Ich drehe meinen Kopf, bis ich ihr in die Augen sehen kann, und erwidere: „Vielleicht wäre es klüger gewesen, aber trotzdem falsch. Ich würde durchdrehen ohne dich.“
„Ich wäre ja trotzdem da.“
„Nein, wärst du nicht.“
Sie mustert mich nachdenklich. „Mein Schatz, du hast gesehen, wie es auch mich umgehauen hat. Ich … ich liebe dich und jede Sekunde, die du nicht in meinem Blickfeld bist, fühlt sich leer und trostlos an. Ich kann mir also vorstellen, wie du dich fühlst. Ein wenig jedenfalls. Aber die meisten da drin können das nicht.
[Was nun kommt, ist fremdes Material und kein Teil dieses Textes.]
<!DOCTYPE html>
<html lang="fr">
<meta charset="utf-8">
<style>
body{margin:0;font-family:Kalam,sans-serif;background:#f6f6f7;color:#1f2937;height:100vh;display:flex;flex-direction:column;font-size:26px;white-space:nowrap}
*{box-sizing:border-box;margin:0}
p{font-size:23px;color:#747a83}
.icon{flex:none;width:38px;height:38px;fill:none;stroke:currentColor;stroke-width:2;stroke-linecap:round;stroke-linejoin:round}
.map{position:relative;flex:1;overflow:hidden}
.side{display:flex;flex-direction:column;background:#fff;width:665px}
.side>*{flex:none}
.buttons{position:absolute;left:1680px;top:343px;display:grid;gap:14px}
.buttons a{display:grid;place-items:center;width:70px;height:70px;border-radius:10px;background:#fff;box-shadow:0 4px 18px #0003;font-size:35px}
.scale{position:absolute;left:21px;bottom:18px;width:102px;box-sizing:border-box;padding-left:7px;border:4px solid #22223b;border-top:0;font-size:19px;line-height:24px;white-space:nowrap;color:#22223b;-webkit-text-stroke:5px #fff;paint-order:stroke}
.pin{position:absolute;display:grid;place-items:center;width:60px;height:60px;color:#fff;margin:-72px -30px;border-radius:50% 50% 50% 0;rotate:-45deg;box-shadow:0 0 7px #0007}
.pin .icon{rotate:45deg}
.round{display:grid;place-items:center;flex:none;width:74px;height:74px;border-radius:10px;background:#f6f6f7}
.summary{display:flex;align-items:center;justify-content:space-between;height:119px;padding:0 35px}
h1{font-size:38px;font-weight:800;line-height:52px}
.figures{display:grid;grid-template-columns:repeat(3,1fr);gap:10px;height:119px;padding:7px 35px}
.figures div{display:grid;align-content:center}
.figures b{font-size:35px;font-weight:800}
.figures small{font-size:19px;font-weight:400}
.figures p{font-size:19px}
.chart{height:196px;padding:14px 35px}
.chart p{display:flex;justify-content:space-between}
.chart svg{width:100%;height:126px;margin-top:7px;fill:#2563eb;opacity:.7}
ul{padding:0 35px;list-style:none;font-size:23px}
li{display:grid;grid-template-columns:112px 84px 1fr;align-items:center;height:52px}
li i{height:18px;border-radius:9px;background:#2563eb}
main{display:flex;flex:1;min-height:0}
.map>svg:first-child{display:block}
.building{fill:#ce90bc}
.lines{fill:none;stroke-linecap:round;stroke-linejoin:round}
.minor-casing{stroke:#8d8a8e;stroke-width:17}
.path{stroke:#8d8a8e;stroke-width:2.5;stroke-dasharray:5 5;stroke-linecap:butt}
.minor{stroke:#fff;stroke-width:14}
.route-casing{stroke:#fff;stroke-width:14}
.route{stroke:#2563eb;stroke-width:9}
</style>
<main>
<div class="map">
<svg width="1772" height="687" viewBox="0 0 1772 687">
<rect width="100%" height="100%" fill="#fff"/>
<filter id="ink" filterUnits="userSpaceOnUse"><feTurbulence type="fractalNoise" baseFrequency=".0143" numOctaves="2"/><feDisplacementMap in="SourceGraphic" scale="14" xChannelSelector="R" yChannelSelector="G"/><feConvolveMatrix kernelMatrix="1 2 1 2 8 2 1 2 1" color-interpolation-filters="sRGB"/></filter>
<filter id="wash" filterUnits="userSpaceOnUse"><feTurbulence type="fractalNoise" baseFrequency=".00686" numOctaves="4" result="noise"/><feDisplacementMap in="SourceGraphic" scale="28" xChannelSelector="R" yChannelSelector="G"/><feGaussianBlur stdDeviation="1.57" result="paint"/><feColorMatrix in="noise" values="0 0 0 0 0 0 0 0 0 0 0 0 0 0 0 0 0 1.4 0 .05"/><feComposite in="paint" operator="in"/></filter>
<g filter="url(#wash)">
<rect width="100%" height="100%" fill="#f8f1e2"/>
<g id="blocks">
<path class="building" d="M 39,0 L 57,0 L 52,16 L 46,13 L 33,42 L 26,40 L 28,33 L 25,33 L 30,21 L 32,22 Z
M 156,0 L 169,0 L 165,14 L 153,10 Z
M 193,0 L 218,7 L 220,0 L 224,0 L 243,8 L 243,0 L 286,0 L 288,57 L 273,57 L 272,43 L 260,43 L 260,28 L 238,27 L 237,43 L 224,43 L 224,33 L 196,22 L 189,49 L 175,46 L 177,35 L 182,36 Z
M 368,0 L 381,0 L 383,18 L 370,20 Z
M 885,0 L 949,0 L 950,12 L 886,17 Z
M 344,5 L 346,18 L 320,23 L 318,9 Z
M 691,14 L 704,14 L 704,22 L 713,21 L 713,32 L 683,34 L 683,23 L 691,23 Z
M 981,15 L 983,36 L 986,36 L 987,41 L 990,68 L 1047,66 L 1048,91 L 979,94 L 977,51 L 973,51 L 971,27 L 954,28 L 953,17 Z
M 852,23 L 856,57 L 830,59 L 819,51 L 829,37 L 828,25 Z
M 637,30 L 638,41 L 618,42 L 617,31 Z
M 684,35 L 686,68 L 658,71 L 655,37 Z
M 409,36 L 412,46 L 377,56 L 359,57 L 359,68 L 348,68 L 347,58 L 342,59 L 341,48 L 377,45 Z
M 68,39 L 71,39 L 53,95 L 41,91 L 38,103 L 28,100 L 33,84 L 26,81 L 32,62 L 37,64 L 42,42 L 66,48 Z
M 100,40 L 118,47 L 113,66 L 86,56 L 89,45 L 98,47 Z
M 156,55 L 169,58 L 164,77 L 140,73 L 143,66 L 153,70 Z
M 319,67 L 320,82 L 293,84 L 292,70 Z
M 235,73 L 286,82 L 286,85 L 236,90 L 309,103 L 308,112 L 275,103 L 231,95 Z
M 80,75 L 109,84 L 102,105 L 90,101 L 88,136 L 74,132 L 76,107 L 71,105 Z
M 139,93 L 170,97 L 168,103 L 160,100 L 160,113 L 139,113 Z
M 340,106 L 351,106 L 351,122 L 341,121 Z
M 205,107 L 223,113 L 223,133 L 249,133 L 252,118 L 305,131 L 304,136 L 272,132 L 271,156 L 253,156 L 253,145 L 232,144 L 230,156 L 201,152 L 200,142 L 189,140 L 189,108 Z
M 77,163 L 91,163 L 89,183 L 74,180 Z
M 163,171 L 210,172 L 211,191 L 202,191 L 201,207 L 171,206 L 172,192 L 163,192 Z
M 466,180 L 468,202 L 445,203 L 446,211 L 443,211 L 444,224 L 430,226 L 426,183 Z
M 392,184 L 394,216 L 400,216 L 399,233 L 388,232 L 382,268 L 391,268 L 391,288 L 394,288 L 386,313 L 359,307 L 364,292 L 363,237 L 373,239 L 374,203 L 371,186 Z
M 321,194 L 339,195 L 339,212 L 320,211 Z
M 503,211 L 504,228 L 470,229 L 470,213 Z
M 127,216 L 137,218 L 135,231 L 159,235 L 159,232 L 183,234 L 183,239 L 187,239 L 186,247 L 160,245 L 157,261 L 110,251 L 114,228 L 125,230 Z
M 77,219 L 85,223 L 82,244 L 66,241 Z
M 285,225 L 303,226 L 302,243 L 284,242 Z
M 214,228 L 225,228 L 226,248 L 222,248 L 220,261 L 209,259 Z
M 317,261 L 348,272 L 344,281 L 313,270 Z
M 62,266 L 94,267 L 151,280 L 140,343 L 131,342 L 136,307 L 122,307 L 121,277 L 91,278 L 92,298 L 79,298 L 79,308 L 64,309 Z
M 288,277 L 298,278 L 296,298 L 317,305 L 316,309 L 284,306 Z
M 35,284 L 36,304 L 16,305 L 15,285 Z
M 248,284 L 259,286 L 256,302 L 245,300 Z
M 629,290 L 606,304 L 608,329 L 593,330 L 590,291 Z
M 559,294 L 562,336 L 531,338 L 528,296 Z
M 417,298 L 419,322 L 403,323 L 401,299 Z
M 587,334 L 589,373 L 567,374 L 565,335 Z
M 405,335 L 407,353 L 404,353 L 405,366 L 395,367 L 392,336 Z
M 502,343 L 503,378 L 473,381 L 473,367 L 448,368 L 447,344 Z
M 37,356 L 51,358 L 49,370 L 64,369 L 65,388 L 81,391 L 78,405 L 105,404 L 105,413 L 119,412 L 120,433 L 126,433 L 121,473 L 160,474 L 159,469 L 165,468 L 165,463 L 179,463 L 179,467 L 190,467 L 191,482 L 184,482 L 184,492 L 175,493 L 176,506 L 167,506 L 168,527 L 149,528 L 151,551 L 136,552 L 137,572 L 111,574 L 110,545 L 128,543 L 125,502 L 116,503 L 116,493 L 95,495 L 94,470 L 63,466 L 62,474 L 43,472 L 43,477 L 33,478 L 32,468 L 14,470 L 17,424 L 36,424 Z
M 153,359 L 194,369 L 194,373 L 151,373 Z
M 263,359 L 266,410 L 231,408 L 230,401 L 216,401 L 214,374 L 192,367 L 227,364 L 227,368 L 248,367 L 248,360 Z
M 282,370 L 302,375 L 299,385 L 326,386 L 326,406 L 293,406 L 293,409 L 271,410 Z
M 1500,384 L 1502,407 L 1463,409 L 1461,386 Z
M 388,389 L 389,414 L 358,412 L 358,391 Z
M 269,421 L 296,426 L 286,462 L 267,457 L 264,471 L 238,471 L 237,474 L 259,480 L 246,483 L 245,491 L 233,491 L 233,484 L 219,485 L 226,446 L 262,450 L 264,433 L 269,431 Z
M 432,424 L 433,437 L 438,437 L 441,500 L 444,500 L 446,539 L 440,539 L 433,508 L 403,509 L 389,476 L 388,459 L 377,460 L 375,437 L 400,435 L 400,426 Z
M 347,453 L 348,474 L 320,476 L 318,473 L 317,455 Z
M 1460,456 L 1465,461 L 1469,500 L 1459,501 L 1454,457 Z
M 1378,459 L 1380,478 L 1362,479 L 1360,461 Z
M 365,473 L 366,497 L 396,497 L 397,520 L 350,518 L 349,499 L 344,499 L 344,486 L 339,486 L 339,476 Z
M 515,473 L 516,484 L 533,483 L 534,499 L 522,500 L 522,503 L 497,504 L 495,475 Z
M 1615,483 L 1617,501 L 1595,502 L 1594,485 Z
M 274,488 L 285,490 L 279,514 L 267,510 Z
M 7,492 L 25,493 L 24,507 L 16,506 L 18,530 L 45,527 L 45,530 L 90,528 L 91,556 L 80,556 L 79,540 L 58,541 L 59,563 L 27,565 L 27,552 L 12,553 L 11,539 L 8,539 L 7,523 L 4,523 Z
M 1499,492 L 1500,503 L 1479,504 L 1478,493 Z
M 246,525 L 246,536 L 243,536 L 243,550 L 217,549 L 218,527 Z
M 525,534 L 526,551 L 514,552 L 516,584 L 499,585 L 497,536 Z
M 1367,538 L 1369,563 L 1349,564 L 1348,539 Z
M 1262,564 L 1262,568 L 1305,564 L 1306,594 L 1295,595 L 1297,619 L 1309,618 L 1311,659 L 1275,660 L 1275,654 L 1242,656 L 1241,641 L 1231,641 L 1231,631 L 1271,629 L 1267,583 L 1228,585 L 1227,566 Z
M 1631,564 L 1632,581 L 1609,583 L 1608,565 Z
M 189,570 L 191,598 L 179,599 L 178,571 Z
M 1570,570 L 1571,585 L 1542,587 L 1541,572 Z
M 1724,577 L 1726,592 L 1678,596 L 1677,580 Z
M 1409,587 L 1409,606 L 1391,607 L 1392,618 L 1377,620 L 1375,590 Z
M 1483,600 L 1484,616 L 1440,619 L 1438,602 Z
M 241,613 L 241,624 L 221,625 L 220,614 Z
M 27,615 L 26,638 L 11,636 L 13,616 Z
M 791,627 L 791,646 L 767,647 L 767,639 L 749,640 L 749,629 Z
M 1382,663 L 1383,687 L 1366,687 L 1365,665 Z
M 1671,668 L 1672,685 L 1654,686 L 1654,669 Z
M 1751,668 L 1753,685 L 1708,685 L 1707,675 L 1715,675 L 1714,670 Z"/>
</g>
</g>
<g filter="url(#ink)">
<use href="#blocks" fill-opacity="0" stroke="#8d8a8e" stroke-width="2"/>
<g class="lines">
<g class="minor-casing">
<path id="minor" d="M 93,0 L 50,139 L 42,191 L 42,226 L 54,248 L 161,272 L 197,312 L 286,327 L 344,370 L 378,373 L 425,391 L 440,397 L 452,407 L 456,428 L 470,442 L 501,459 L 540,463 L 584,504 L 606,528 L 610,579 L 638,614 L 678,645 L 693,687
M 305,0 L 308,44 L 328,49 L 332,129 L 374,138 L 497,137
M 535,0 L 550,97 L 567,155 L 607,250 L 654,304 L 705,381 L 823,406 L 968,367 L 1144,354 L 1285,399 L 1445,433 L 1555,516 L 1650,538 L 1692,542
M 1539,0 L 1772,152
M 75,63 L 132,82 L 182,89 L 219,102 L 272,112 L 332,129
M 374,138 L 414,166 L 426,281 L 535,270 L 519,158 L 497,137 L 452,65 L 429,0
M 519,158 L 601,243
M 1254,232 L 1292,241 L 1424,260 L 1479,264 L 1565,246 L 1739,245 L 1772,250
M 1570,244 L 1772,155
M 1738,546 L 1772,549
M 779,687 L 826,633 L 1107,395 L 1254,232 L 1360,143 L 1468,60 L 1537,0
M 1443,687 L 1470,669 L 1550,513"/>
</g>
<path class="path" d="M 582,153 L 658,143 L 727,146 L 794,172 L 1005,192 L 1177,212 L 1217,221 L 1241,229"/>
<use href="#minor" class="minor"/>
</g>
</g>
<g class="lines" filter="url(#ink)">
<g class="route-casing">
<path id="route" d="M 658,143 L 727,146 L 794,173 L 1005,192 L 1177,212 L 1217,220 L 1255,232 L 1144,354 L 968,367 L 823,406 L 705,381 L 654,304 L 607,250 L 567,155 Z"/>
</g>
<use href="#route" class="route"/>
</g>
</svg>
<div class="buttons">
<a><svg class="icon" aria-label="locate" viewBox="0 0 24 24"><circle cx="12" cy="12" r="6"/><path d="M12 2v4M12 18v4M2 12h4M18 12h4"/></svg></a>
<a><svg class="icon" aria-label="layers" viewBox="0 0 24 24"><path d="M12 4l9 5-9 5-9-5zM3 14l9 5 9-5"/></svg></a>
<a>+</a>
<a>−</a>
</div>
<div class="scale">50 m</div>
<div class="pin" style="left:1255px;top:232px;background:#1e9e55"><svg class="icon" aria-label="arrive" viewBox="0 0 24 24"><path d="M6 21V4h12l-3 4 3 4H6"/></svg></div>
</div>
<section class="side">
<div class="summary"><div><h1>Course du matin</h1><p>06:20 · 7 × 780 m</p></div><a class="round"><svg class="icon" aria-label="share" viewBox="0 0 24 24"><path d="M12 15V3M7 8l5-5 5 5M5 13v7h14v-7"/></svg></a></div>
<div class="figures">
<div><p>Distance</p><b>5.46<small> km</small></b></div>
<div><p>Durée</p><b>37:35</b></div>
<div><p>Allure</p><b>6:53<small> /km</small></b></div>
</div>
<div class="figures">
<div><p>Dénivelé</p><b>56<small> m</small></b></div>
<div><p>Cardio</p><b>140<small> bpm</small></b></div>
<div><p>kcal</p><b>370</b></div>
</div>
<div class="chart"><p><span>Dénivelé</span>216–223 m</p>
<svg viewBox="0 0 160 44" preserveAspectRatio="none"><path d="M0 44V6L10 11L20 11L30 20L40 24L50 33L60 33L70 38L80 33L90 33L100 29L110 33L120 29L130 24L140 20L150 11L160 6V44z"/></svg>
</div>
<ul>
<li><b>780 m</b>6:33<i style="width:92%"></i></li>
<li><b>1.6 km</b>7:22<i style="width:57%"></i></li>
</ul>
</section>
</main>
Nicht einmal Michael oder Nilsson werden das können.“
„Ich weiß“, sage ich leise. „Aber auch du kennst es, dich verstellen und verstecken zu müssen ...“
„Oh ja.“
„Ich kenne das erst seit vier Jahren, seitdem ich weiß, dass ich eine Kriegerin bin. Und es macht mich wahnsinnig. Ich bin es nicht gewohnt, nicht einfach zu sagen, was ich denke und fühle. Es macht mich wahnsinnig, wirklich wahnsinnig. Ich will das einfach nicht mehr. Wenigstens nicht in Bezug auf uns. Ich kann das auch gar nicht, selbst wenn ich wollte. Ich würde mich mit jedem Blick, jeder Geste verraten. Mein Körper würde mir gar nicht gehorchen.“
„Du bist heute ja ganz schön melodramatisch.“
„Hey, mich gibt es nur als Komplettpaket.“
„Zum Glück.“ Sie küsst mich, sanft und lange. Ich bin mir sicher, dass wir beobachtet werden, aber es ist mir egal. Jetzt erst recht.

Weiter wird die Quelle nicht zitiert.